I am often amazed that any chips actually work. We all know that verification by simulation is based on a sampling of possible stimulus and we also know that the number of samples we provide is a tiny, tiny fraction of all of the possible stimulus patterns. Even so, verification is taking up a larger percentage of our time and increasing. We use things such as functional coverage to try and steer some of those samples towards particular areas of the design, but as system complexity grows and the amount of concurrency increases, the fraction of the total stimulus space that is actually covered is being reduced every day. Some people are also aware that most simulation never actually checks that things work correctly; they just look for obvious signs that nothing has gone wrong. As the sequential depth of designs increase, constrained random is also less likely to hit many interesting cases, so more companies are being forced to spend a greater percentage of their time directing testing. So why is it that any chips actually work?
So first of all, there are the cases where the chips doesn’t fully work, but it works well enough. This can be at two different levels: either the problems are fixable in software (problem avoided), or the functionality is reduced, but still good enough to ship the product (reduced functionality).
One of the big saving graces is that few SoCs use all of the available functionality. The system places constraints that prevent many capabilities from ever being activated, so this means that many problems can exist with no effect. Just think of an IP block – perhaps one that comes from a third party. It is possible that it has been used in many designs in the past, and yet as soon as you integrate it into your design, you find problems with it, and start to question the quality of the block. The same is true with software as well. I can remember back to the days when I actually developed software (yes a long time ago). Each and every time we got a new customer we learn to expect a rash of new bugs being filed and the customer getting upset about our perceived quality levels. Those bugs came because they were using the product in different ways than the previous customers, and as soon as that first batch of bugs were cleared, they were unlikely to find many other problems. Software often constrains the functionality that can be activated in the hardware in addition to the hardware constraints, although if software updates are possible, it can trigger problems being found in the hardware at a later date.
Let’s consider a specific example that I have heard other people mention. If we have a state machine, it is clear that we need to verify that we can reach all of the states, make the right transitions between the states, and that the right things happen in each state. If we add a second state machine, we also need to verify the same for that one. If each state machine executes concurrently, then do we need to verify all combinations of each test in each state machine? In other words do we have 2X the tests or is it a square of the number of tests. Reality is probably somewhere in between based on how one machine can influence the other and produce different outcomes. But how does that get formalized?
So, in the verification world it seems as if we have never been able to get a handle on the real space that needs to be verified. How much time do we spend performing verification at the block level that could never be activated once integrated? How many actual or implied constraints exist in the system that carve out great chunks of the possible verification space?

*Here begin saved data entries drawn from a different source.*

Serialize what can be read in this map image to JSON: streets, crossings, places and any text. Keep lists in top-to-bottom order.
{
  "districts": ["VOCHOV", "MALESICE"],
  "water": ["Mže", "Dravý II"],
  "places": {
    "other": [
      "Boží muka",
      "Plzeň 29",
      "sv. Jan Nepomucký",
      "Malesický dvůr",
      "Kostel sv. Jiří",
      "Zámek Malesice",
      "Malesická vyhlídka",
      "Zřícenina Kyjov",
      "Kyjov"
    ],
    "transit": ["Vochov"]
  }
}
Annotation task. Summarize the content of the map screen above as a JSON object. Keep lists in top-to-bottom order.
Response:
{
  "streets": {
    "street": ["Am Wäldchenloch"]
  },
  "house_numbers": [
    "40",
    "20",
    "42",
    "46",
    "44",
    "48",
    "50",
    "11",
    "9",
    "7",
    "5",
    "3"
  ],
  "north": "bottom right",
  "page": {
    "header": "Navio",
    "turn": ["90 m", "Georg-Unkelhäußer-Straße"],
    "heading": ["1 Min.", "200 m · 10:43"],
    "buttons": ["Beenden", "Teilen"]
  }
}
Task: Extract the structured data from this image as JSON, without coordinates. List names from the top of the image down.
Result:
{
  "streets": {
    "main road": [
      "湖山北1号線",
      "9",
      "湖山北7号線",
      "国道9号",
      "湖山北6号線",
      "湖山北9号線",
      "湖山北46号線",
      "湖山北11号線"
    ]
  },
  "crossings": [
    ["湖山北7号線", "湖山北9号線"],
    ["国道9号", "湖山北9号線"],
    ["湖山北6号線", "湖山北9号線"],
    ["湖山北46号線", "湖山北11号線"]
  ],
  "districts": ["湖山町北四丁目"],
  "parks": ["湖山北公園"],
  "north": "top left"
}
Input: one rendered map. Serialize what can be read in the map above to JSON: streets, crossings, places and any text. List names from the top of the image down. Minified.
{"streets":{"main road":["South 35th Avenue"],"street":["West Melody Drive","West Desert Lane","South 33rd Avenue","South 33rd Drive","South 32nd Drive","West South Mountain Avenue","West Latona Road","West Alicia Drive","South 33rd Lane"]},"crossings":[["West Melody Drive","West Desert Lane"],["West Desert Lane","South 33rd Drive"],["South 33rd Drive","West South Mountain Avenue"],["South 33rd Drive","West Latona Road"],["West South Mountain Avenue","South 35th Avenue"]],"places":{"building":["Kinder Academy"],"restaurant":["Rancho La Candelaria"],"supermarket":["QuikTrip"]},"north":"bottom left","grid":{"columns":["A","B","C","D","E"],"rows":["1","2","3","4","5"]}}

For most chips to work, it would seem as if we must be doing some of this without really thinking about it, but one would think that after doing this stuff for 40 or more years now, we would have found a way to formalize this. How much time do we waste doing simulations that don’t give us any useful information? How much more efficient could verification be?
If anyone has a better handle on this problem, I would love to hear from you. If there is any promising research that can help guide us towards the important test cases to be run I am sure we would all be thankful. Until then it would appear that we enjoy gambling and we have had a pretty good run. When does our luck run out? Do you think it is luck or a sixth sense on the part of the verification engineers?
Brian Bailey – keeping you covered